### REQUIRED ACTION
Filter the data for lines with the word "fill" and copy those lines.
++++ SUPPLIED DATA
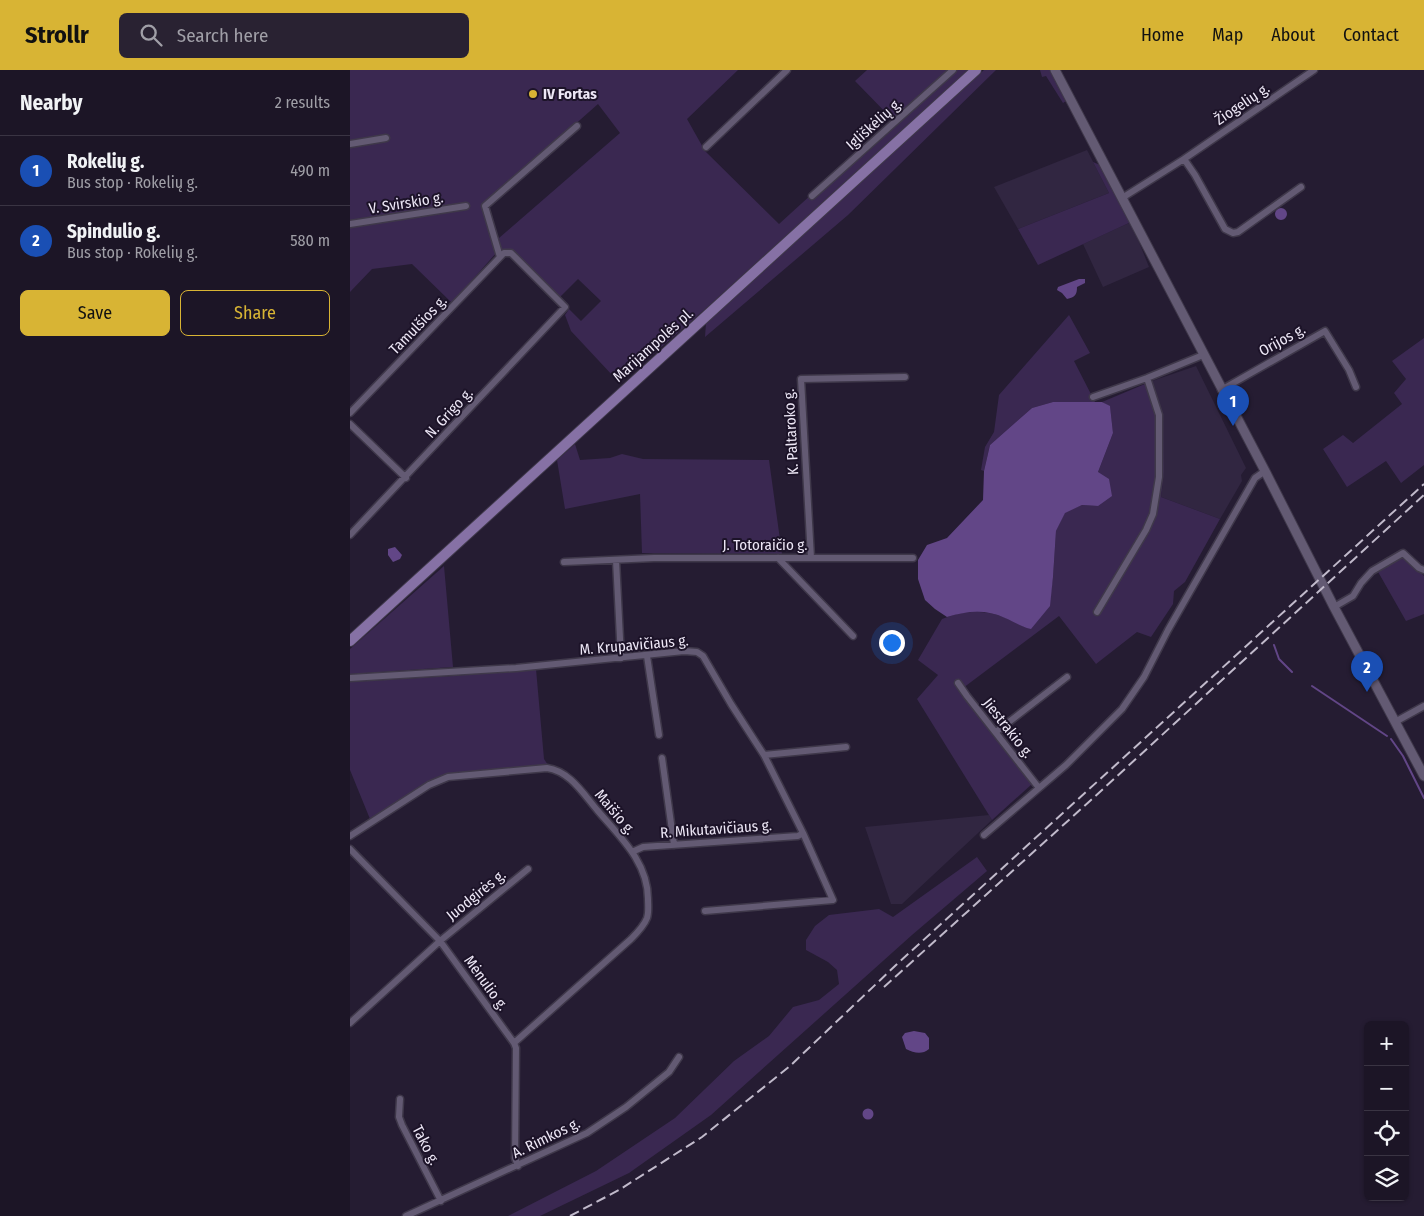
<!DOCTYPE html>
<meta charset="utf-8">
<style>
:root{--surface:#1c1526;--page:#292232;--text:#f1f3f6;--muted:#a09fa7;--line:#3a3443;--accent:#d8b434}
body{margin:0;font-family:"Fira Sans Condensed",sans-serif;background:var(--page);color:var(--text)}
.controls{position:absolute;right:15px;bottom:15px;display:grid;overflow:hidden;border-radius:8px;box-shadow:0 1px 4px #0004}
.controls button{width:45px;height:45px;display:grid;place-items:center;padding:0;border:0;border-bottom:1px solid var(--line);background:var(--surface);color:var(--text);font:25px sans-serif}
.you{position:absolute;left:541px;top:572px;width:18px;height:18px;margin:-12px;border:4px solid #fff;border-radius:50%;background:#1a73e8;box-shadow:0 0 0 8px #1a73e833}
.badge{display:grid;place-items:center;width:32px;height:32px;border-radius:50%;background:var(--accent);color:#fff;font-size:16px;font-weight:700}
.pin{position:absolute;translate:-50% -41px;filter:drop-shadow(0 1px 2px #0008)}
.pin::after{content:'';position:absolute;top:26px;width:18px;height:15px;background:inherit;clip-path:polygon(0 0,100% 0,50% 100%)}
.list{margin:0;padding:0;list-style:none}
h2{display:flex;justify-content:space-between;align-items:center;height:65px;margin:0;padding:0 20px;font-size:21px}
h2 small{font-size:16px;font-weight:400;color:var(--muted)}
.list li{display:grid;grid-template-columns:32px 1fr auto;gap:15px;align-items:center;box-sizing:border-box;height:70px;padding:0 20px;border-top:1px solid var(--line)}
.list b{display:block;font-size:19px;white-space:nowrap}
.list p{margin:0;font-size:16px;white-space:nowrap;color:var(--muted)}
.list em{font-size:16px;font-style:normal;color:var(--muted)}
.actions{display:flex;gap:10px;padding:15px 20px}
.actions a{flex:1;padding:11px 0;border:1px solid var(--accent);border-radius:8px;text-align:center;font-size:18px;color:var(--accent)}
.actions .main{background:var(--accent);color:#111}
.icon{flex:none;width:28px;height:28px;fill:none;stroke:currentColor;stroke-width:2;stroke-linecap:round;stroke-linejoin:round}
.map{position:relative;flex:none;width:1074px;height:1146px;overflow:hidden}
header{display:flex;align-items:center;gap:30px;box-sizing:border-box;height:70px;padding:0 25px;background:var(--accent);color:#111}
header strong{font-size:24px}
nav{display:flex;gap:28px;margin-inline-start:auto;font-size:18px}
.search{width:350px;height:45px;background:var(--page);display:flex;align-items:center;gap:12px;box-sizing:border-box;padding:0 18px;border-radius:8px;color:var(--muted);font-size:19px}
main{display:flex}
aside{flex:1;background:var(--surface)}
.map>svg:first-child{display:block}
.built{fill:#312641}
.green{fill:#3a2851}
.water{fill:#624687}
.lines{fill:none;stroke-linecap:round;stroke-linejoin:round}
.stream{stroke:#624687;stroke-width:2}
.minor-casing{stroke:#3f384a;stroke-width:9}
.secondary-casing{stroke:#3f384a;stroke-width:11}
.primary-casing{stroke:#3f384a;stroke-width:12}
.minor{stroke:#635a73;stroke-width:6}
.secondary{stroke:#635a73;stroke-width:9}
.primary{stroke:#8671a5;stroke-width:10}
.rail{stroke:#c1bacb;stroke-width:2;stroke-dasharray:10 5;stroke-linecap:butt}
.poi-dot{fill:#d8b434;stroke:#1c1328;stroke-width:2}
.labels{text-anchor:middle;dominant-baseline:central;stroke-width:4;stroke-linejoin:round;paint-order:stroke}
.poi-label{font-size:15px;font-weight:bold;fill:#ede7f6;stroke:#1c1328;text-anchor:start}
.street-label{font-size:15px;fill:#ede7f6;stroke:#1c1328}
</style>
<header>
<strong>Strollr</strong>
<div class="search"><svg class="icon" aria-label="search" viewBox="0 0 24 24"><circle cx="10" cy="10" r="6"/><path d="M15 15l6 6"/></svg>Search here</div>
<nav><a>Home</a><a>Map</a><a>About</a><a>Contact</a></nav>
</header>
<main>
<aside>
<h2>Nearby<small>2 results</small></h2>
<ul class="list">
<li><span class="badge" style="background:#1a4fb4">1</span><div><b>Rokelių g.</b><p>Bus stop · Rokelių g.</p></div><em>490 m</em></li>
<li><span class="badge" style="background:#1a4fb4">2</span><div><b>Spindulio g.</b><p>Bus stop · Rokelių g.</p></div><em>580 m</em></li>
</ul>
<div class="actions"><a class="main">Save</a><a>Share</a></div>
</aside>
<div class="map">
<svg width="1074" height="1146" viewBox="0 0 1074 1146">
<rect width="100%" height="100%" fill="#251c32"/>
<!-- built -->
<path class="built" d="M737,80l22,43 -91,36 -24,-42z
M781,152l18,45 -46,20 -20,-43z
M846,296l50,102 -5,7 1,6 -22,38 -59,-22 3,-26 -1,-56 -11,-34z
M639,745l3,5 -90,84h-11l-26,-77z"/>
<!-- green -->
<path class="green" d="M0,0h388l-51,49 18,32 74,73 79,-72 5,4 94,-86h11l-257,234 -85,74 -5,-5 -8,3 -42,-45 -6,-16 4,-6 12,12 20,-20 -23,-22 -19,19 -47,-47 -11,-1 -2,-12 121,-105 -22,-29 -113,100 12,48 -45,51 -40,-39 -40,5 -22,23z
M517,0h81l-55,50 -38,-39z
M634,0h12l-148,145 -143,122 1,-14z
M690,0h11l15,31 -3,2 -17,-27 -4,1z
M743,92l7,3 31,57 -93,43 -20,-36 91,-36z
M719,245l21,38 -16,8 21,41h-42l-21,6 -42,37 -6,26 -3,-1 4,-23 9,-15 5,-37z
M1074,268v127l-23,18 -15,-22 -39,26 -24,-38 20,-14 10,8 49,-39 -8,-11 12,-14 -14,-18z
M802,311l11,34 1,56 -3,26 59,22 -35,63 -11,9 -1,13 -22,33 -14,-5 -41,32 -37,-48 -100,75 73,93 -40,36 -75,-121 21,-24 -20,-15 24,-41c21,-9 43,-10 64,-1 9,4 15,9 25,10l18,-22 4,-29 3,-46 9,-19 17,-7 16,1v-34l15,-39 -3,-26 -8,-5z
M225,374l5,16 30,-2 12,-4 21,5 126,1 13,94 -140,-1 -2,-59 -75,15 -8,-49z
M1053,485l21,21v38l-18,7 -29,-51z
M94,496l9,101 -103,7v-25z
M186,599l8,90 4,6 -106,10 -13,6 -59,38 -20,-49v-88l103,-6z
M627,787l10,14 -75,64 -201,180 -82,58 -89,43h-32l88,-45 79,-53 59,-57 35,-25 24,-29 26,-7 20,-16 -2,-14 -9,-8 -22,-12v-10l9,-14 14,-11 50,-6 14,8z"/>
<!-- water -->
<path class="water" d="M925 144a6 6 0 1 1 12 0a6 6 0 1 1-12 0Z
M729,209h6v4l-8,4c0,8 -2,10 -10,12l-5,-6 -5,-3 1,-3z
M703,332h49l8,4 3,27 -15,39 11,7 3,17 -14,10 -16,-1 -17,8 -9,18 -3,46 -3,29 -19,23c-10,-2 -16,-7 -26,-11 -20,-9 -37,-7 -58,-1l-12,-8 -10,-9 -7,-21v-19l9,-15 20,-7 36,-38 1,-29 6,-26 42,-37z
M45,477l7,8 -2,4 -7,3 -5,-7v-6z
M564,961l11,2 4,5v11c-7,6 -15,4 -23,0l-4,-12 3,-4z
M512.5 1044a5.5 5.5 0 1 1 11 0a5.5 5.5 0 1 1-11 0Z"/>
<g class="lines">
<!-- stream -->
<path class="stream" d="M924,575l5,14 13,13
M962,616l75,50
M1041,669l12,17 21,42"/>
<defs>
<path id="minor" d="M0,74l36,-6
M356,77l81,-77
M834,89l11,16 30,54 8,4 5,-1 63,-45
M462,126l141,-126
M772,128l62,-39 130,-89
M0,154l116,-18
M150,187l-15,-51 92,-80
M871,320l104,-59 24,39 7,17
M743,327l54,-19 56,-23
M0,343l154,-160h7l54,54 -215,228
M0,354l56,54
M428,488l75,78
M461,488l-10,-179 104,-2
M266,490l5,98
M214,492l90,-4h259
M984,537l19,-11 8,-13 11,-12 31,-18 16,15 5,2
M747,542l49,-82 7,-16 6,-37v-62l-12,-37
M297,586l12,79
M0,608l166,-10 168,-17 13,1 6,4 28,48 33,51 39,78 30,67 -128,11
M608,613l9,13 72,92
M1045,652l29,-16
M646,662l71,-55
M414,685l82,-8
M312,688l12,87
M634,765l82,-70 56,-56 22,-32 24,-47 87,-152 10,-7
M0,766l79,-51 19,-8 99,-9c23,3 37,27 51,43 22,26 50,51 50,88 0,6 1,13 -1,19 -3,8 -10,15 -16,21l-117,104
M0,779l90,92 74,102 2,5 -1,110 3,8
M282,782l11,-5 155,-11 5,-3
M0,953l90,-82 88,-72
M50,1029l-1,18 3,8 39,76
M56,1146l181,-83 39,-26 43,-35 10,-15"/>
<path id="secondary" d="M705,0l210,401 69,136 90,169"/>
<path id="primary" d="M0,571l626,-571"/>
</defs>
<!-- minor casing -->
<use href="#minor" class="minor-casing"/>
<!-- secondary casing -->
<use href="#secondary" class="secondary-casing"/>
<!-- primary casing -->
<use href="#primary" class="primary-casing"/>
<!-- minor -->
<use href="#minor" class="minor"/>
<!-- secondary -->
<use href="#secondary" class="secondary"/>
<!-- primary -->
<use href="#primary" class="primary"/>
<!-- rail -->
<path class="rail" d="M534,917l207,-187 333,-305
M220,1146l49,-26 83,-53 88,-71 106,-101 528,-481"/>
</g>
<!-- markers -->
<circle class="poi-dot" cx="183" cy="24" r="5"/>
<g class="labels">
<!-- poi labels -->
<g class="poi-label">
<text x="193" y="24">IV Fortas</text>
</g>
<!-- street labels -->
<g class="street-label">
<text transform="translate(892 34) rotate(-34)">Žiogelių g.</text>
<text transform="translate(524 54) rotate(-42)">Igliškėlių g.</text>
<text transform="translate(56 133) rotate(-9)">V. Svirskio g.</text>
<text transform="translate(68 255) rotate(-46)">Tamulšios g.</text>
<text transform="translate(932 270) rotate(-29)">Orijos g.</text>
<text transform="translate(303 275) rotate(-42)">Marijampolės pl.</text>
<text transform="translate(99 343) rotate(-47)">N. Grigo g.</text>
<text transform="translate(441 362) rotate(-93)">K. Paltaroko g.</text>
<text x="415" y="475">J. Totoraičio g.</text>
<text transform="translate(284 575) rotate(-5)">M. Krupavičiaus g.</text>
<text transform="translate(658 658) rotate(52)">Jiestrakio g.</text>
<text transform="translate(265 742) rotate(50)">Maišio g.</text>
<text transform="translate(366 759) rotate(-4)">R. Mikutavičiaus g.</text>
<text transform="translate(126 825) rotate(-39)">Juodgirės g.</text>
<text transform="translate(136 913) rotate(54)">Mėnulio g.</text>
<text transform="translate(196 1068) rotate(-26)">A. Rimkos g.</text>
<text transform="translate(76 1075) rotate(63)">Tako g.</text>
</g>
</g>
</svg>
<div class="controls">
<button>+</button>
<button>−</button>
<button><svg class="icon" aria-label="locate" viewBox="0 0 24 24"><circle cx="12" cy="12" r="6"/><path d="M12 2v4M12 18v4M2 12h4M18 12h4"/></svg></button>
<button><svg class="icon" aria-label="layers" viewBox="0 0 24 24"><path d="M12 4l9 5-9 5-9-5zM3 14l9 5 9-5"/></svg></button>
</div>
<div class="you"></div>
<div class="pin badge" style="left:883px;top:356px;background:#1a4fb4">1</div>
<div class="pin badge" style="left:1017px;top:622px;background:#1a4fb4">2</div>
</div>
</main>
++++++++
### SOLVED EXERCISE
.icon{flex:none;width:28px;height:28px;fill:none;stroke:currentColor;stroke-width:2;stroke-linecap:round;stroke-linejoin:round}
.built{fill:#312641}
.green{fill:#3a2851}
.water{fill:#624687}
.lines{fill:none;stroke-linecap:round;stroke-linejoin:round}
.poi-dot{fill:#d8b434;stroke:#1c1328;stroke-width:2}
.poi-label{font-size:15px;font-weight:bold;fill:#ede7f6;stroke:#1c1328;text-anchor:start}
.street-label{font-size:15px;fill:#ede7f6;stroke:#1c1328}
<rect width="100%" height="100%" fill="#251c32"/>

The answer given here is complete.